▶ **Work instructions**
Only one stretch of the data below is wanted: the lines from the one with "M1090 666 1119 678 1088 750 1059 738Z" through the one with "M495 200 755 0", repeated exactly.

▶ **Dataset**
▼

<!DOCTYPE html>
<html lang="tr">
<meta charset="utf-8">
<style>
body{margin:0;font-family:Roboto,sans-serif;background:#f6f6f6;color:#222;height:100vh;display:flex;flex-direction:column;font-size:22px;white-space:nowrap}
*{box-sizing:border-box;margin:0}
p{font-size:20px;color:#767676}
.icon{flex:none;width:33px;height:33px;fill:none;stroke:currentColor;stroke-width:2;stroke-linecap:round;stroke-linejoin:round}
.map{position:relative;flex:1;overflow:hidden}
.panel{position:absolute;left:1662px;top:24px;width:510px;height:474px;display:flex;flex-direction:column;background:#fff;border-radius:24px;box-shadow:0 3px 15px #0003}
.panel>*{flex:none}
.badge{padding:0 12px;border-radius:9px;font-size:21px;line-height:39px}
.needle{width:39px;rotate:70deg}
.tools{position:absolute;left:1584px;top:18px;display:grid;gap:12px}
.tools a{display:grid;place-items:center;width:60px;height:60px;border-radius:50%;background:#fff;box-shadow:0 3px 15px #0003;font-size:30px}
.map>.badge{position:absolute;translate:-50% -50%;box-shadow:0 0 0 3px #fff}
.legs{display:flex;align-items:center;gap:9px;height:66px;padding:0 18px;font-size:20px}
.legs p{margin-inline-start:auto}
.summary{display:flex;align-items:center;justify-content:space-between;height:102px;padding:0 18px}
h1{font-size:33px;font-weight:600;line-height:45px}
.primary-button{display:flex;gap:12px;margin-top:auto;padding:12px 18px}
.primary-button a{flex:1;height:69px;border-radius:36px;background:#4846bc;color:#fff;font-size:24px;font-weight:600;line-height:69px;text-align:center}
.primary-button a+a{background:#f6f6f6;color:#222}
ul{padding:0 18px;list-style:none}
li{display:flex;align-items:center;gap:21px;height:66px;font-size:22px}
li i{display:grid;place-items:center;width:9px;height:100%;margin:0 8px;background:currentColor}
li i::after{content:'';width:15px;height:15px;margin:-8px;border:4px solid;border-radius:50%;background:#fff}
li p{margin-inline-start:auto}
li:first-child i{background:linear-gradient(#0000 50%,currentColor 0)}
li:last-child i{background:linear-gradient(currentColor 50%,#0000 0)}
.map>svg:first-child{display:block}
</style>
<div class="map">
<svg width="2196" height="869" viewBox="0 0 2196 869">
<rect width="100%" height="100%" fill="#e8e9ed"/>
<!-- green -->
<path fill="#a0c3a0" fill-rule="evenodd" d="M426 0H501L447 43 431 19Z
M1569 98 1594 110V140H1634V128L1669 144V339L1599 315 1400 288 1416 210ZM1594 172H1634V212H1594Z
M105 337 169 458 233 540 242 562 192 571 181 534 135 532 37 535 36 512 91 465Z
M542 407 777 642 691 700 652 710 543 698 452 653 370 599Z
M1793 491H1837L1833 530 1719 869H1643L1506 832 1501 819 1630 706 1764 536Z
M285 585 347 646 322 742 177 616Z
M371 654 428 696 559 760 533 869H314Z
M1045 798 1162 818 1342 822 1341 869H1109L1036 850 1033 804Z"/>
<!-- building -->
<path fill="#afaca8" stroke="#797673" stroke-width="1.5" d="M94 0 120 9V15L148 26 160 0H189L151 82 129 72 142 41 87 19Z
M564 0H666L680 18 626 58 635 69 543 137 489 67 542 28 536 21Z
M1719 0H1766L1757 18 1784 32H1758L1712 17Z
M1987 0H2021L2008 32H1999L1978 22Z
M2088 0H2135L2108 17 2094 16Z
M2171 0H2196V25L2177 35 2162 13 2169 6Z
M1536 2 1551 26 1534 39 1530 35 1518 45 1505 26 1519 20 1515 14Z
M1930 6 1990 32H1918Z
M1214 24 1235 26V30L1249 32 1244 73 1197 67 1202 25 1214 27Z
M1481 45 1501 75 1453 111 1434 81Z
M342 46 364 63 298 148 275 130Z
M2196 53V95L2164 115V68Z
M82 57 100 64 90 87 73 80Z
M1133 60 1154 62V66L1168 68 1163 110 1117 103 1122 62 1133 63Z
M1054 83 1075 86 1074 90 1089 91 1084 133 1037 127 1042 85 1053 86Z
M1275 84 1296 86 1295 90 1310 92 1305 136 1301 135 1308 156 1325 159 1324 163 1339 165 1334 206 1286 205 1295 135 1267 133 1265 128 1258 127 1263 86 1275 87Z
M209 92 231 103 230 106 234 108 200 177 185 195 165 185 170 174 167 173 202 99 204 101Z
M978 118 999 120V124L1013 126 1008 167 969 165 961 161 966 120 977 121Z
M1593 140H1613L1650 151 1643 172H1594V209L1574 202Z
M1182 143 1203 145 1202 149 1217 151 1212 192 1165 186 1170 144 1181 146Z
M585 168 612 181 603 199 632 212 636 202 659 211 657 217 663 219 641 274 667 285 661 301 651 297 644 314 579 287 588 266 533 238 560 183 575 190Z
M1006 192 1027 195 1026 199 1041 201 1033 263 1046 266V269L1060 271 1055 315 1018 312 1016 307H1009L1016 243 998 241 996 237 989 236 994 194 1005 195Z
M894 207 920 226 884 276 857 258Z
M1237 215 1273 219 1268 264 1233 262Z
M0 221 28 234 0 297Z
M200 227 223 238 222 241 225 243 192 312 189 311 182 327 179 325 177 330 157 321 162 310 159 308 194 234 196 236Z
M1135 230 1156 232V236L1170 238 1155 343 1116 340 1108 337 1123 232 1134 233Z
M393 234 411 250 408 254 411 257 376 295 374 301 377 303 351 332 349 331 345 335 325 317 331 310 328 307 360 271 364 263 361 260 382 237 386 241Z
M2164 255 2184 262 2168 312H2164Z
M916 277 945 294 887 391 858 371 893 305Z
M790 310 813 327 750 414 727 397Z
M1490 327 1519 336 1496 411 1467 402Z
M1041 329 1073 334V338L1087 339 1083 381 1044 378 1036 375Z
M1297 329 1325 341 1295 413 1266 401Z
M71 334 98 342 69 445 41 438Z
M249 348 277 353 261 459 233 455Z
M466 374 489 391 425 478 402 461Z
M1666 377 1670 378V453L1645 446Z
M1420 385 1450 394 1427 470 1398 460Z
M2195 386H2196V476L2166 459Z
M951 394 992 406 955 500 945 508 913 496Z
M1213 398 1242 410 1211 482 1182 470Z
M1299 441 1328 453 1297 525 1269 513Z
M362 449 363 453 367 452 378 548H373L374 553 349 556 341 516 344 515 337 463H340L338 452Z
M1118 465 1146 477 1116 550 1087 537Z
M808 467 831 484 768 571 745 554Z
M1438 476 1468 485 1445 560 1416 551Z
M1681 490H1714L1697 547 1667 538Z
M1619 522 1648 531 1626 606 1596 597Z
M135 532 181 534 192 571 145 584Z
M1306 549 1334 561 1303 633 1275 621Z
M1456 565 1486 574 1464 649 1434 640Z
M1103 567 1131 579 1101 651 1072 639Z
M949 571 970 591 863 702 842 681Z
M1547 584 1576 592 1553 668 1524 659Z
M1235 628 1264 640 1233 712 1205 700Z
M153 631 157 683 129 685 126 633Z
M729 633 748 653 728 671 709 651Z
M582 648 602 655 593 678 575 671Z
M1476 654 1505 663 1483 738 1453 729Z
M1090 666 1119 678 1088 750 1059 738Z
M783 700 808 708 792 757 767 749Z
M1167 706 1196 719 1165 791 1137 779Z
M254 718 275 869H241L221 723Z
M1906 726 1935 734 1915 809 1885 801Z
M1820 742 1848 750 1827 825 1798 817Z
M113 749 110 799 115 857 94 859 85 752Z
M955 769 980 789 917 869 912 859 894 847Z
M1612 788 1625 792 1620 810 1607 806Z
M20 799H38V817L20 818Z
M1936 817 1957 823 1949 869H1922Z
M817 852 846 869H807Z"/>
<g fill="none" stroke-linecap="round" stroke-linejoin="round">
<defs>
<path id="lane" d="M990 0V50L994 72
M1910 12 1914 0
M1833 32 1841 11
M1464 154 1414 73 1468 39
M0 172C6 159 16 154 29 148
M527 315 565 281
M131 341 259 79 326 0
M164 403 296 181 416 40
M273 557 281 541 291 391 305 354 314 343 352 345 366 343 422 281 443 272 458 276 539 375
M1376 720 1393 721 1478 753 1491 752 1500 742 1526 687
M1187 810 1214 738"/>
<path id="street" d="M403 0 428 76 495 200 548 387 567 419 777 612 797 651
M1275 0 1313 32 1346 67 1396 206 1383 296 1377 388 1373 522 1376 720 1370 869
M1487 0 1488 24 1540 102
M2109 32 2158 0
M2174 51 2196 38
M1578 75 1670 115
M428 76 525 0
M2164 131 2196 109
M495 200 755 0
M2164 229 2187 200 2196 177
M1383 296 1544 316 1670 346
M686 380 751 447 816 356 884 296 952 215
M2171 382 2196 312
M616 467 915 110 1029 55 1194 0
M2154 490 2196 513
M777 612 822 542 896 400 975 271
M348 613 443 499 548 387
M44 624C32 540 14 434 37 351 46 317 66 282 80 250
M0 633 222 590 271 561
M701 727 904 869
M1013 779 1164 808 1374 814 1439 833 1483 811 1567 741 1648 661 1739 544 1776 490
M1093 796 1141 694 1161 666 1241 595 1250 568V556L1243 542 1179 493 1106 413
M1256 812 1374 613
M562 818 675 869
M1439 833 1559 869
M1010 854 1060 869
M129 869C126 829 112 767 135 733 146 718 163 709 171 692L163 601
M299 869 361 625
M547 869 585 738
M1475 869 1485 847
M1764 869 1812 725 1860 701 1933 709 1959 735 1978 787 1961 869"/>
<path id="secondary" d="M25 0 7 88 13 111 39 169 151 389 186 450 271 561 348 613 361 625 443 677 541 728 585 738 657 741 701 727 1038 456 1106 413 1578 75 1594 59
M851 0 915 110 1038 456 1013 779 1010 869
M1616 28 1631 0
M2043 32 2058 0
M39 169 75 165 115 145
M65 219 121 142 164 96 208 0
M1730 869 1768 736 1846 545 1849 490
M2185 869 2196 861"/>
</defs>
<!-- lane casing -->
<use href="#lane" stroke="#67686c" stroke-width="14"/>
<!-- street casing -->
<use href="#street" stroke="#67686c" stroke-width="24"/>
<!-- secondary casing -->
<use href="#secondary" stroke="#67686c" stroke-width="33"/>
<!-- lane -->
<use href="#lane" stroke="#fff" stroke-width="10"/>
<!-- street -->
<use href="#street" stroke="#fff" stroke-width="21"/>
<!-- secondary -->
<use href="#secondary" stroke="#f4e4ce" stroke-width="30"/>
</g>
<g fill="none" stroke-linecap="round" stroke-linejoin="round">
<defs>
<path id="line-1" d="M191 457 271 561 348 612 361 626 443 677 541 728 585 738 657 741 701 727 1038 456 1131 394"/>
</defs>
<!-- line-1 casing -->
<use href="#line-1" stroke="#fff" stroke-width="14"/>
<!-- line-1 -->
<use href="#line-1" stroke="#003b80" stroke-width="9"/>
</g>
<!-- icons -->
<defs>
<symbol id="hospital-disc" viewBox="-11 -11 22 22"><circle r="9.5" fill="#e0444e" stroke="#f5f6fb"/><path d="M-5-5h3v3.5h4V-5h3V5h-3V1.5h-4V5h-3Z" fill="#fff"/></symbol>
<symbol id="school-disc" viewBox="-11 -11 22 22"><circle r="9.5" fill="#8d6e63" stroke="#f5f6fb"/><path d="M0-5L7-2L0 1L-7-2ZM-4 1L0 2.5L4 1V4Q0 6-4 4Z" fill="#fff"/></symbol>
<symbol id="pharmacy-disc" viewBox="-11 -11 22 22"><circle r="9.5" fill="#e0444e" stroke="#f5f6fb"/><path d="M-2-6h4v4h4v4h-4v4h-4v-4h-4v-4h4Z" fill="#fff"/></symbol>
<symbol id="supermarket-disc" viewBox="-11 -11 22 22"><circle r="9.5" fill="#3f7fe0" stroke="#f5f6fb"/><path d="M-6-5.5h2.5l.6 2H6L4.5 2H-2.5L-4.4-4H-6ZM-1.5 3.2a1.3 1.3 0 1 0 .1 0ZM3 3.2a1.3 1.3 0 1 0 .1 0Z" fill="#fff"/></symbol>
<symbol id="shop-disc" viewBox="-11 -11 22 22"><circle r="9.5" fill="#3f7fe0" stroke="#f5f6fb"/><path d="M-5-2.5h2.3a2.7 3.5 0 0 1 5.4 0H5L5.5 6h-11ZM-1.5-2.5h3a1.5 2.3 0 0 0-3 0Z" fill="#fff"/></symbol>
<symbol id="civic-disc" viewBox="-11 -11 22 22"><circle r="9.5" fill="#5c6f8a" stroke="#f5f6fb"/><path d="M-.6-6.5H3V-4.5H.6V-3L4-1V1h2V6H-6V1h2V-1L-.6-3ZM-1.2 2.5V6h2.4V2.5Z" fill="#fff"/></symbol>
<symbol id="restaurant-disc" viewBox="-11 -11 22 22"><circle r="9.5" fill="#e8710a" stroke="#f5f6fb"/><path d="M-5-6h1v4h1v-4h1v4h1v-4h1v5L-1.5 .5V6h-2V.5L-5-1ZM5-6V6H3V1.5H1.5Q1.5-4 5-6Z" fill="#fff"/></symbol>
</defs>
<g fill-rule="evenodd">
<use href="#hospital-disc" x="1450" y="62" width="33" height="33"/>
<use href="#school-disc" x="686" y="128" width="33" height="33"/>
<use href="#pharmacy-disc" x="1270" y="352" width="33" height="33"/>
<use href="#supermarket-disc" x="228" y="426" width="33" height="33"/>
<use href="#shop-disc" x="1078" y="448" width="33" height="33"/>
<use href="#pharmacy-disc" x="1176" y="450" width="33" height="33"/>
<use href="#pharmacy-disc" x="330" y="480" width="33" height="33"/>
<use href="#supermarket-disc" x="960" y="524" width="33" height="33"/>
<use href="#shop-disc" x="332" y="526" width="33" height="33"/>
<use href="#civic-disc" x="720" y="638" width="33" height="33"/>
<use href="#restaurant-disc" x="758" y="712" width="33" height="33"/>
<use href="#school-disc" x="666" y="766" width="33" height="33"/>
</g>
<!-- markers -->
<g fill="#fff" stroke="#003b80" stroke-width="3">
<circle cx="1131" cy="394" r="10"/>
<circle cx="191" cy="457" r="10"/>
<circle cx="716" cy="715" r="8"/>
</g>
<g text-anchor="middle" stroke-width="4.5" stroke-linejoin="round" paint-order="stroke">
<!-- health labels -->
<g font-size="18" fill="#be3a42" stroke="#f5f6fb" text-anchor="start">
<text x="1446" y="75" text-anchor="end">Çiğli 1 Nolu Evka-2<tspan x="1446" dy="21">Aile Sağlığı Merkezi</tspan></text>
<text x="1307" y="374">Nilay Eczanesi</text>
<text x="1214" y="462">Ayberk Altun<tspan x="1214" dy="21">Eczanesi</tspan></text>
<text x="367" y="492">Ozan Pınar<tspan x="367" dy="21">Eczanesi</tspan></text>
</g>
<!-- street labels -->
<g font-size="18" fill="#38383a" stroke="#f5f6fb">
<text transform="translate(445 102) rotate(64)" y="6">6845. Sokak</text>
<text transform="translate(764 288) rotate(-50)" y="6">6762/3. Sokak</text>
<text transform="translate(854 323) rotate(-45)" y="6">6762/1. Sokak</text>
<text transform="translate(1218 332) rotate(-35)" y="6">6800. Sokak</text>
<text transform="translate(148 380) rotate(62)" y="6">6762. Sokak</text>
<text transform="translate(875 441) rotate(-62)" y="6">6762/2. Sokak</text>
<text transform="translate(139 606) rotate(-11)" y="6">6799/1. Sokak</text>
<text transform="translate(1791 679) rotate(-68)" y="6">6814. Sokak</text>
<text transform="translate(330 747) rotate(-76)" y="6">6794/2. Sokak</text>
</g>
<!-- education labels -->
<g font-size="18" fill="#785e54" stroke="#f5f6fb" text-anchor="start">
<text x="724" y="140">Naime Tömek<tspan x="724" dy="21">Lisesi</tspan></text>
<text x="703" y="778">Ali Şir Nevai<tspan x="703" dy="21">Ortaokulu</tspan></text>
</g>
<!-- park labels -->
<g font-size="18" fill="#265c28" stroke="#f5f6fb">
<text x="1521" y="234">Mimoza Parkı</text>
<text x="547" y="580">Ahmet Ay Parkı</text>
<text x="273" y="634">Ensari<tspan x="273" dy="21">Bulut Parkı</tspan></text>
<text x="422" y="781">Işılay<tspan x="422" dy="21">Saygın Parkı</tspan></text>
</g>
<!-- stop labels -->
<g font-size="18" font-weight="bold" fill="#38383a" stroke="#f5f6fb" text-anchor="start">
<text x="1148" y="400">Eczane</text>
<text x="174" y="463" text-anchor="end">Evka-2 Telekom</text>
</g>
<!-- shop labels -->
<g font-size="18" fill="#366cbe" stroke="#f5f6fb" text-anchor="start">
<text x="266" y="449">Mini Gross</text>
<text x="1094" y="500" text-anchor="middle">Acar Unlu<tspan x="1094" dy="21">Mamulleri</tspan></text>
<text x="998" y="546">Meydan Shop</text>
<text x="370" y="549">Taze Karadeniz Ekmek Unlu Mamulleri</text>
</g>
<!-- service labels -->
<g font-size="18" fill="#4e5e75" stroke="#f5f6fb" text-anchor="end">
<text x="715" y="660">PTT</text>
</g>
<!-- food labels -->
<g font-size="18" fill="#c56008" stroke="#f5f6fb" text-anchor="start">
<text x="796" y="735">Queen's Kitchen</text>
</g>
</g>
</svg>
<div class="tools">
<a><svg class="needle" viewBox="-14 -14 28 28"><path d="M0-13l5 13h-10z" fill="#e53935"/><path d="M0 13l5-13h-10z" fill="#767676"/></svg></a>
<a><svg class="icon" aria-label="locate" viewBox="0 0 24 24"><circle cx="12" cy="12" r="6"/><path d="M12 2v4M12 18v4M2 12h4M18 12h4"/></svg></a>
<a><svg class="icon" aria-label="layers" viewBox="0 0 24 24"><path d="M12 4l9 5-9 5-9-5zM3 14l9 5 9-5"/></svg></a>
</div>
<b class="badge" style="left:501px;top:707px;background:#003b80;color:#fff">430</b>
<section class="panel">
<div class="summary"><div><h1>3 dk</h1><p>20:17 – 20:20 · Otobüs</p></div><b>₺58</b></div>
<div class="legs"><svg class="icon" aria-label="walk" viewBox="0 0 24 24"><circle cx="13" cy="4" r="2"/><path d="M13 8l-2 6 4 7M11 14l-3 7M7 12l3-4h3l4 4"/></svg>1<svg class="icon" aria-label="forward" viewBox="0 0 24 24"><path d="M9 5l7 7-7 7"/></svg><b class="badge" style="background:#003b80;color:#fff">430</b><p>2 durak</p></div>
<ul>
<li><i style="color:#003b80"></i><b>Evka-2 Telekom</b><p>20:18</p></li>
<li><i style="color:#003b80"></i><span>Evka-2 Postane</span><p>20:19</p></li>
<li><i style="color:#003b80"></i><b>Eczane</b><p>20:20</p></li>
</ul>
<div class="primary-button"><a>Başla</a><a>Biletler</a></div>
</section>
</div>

▲

▶ **Problem solution**
M1090 666 1119 678 1088 750 1059 738Z
M783 700 808 708 792 757 767 749Z
M1167 706 1196 719 1165 791 1137 779Z
M254 718 275 869H241L221 723Z
M1906 726 1935 734 1915 809 1885 801Z
M1820 742 1848 750 1827 825 1798 817Z
M113 749 110 799 115 857 94 859 85 752Z
M955 769 980 789 917 869 912 859 894 847Z
M1612 788 1625 792 1620 810 1607 806Z
M20 799H38V817L20 818Z
M1936 817 1957 823 1949 869H1922Z
M817 852 846 869H807Z"/>
<g fill="none" stroke-linecap="round" stroke-linejoin="round">
<defs>
<path id="lane" d="M990 0V50L994 72
M1910 12 1914 0
M1833 32 1841 11
M1464 154 1414 73 1468 39
M0 172C6 159 16 154 29 148
M527 315 565 281
M131 341 259 79 326 0
M164 403 296 181 416 40
M273 557 281 541 291 391 305 354 314 343 352 345 366 343 422 281 443 272 458 276 539 375
M1376 720 1393 721 1478 753 1491 752 1500 742 1526 687
M1187 810 1214 738"/>
<path id="street" d="M403 0 428 76 495 200 548 387 567 419 777 612 797 651
M1275 0 1313 32 1346 67 1396 206 1383 296 1377 388 1373 522 1376 720 1370 869
M1487 0 1488 24 1540 102
M2109 32 2158 0
M2174 51 2196 38
M1578 75 1670 115
M428 76 525 0
M2164 131 2196 109
M495 200 755 0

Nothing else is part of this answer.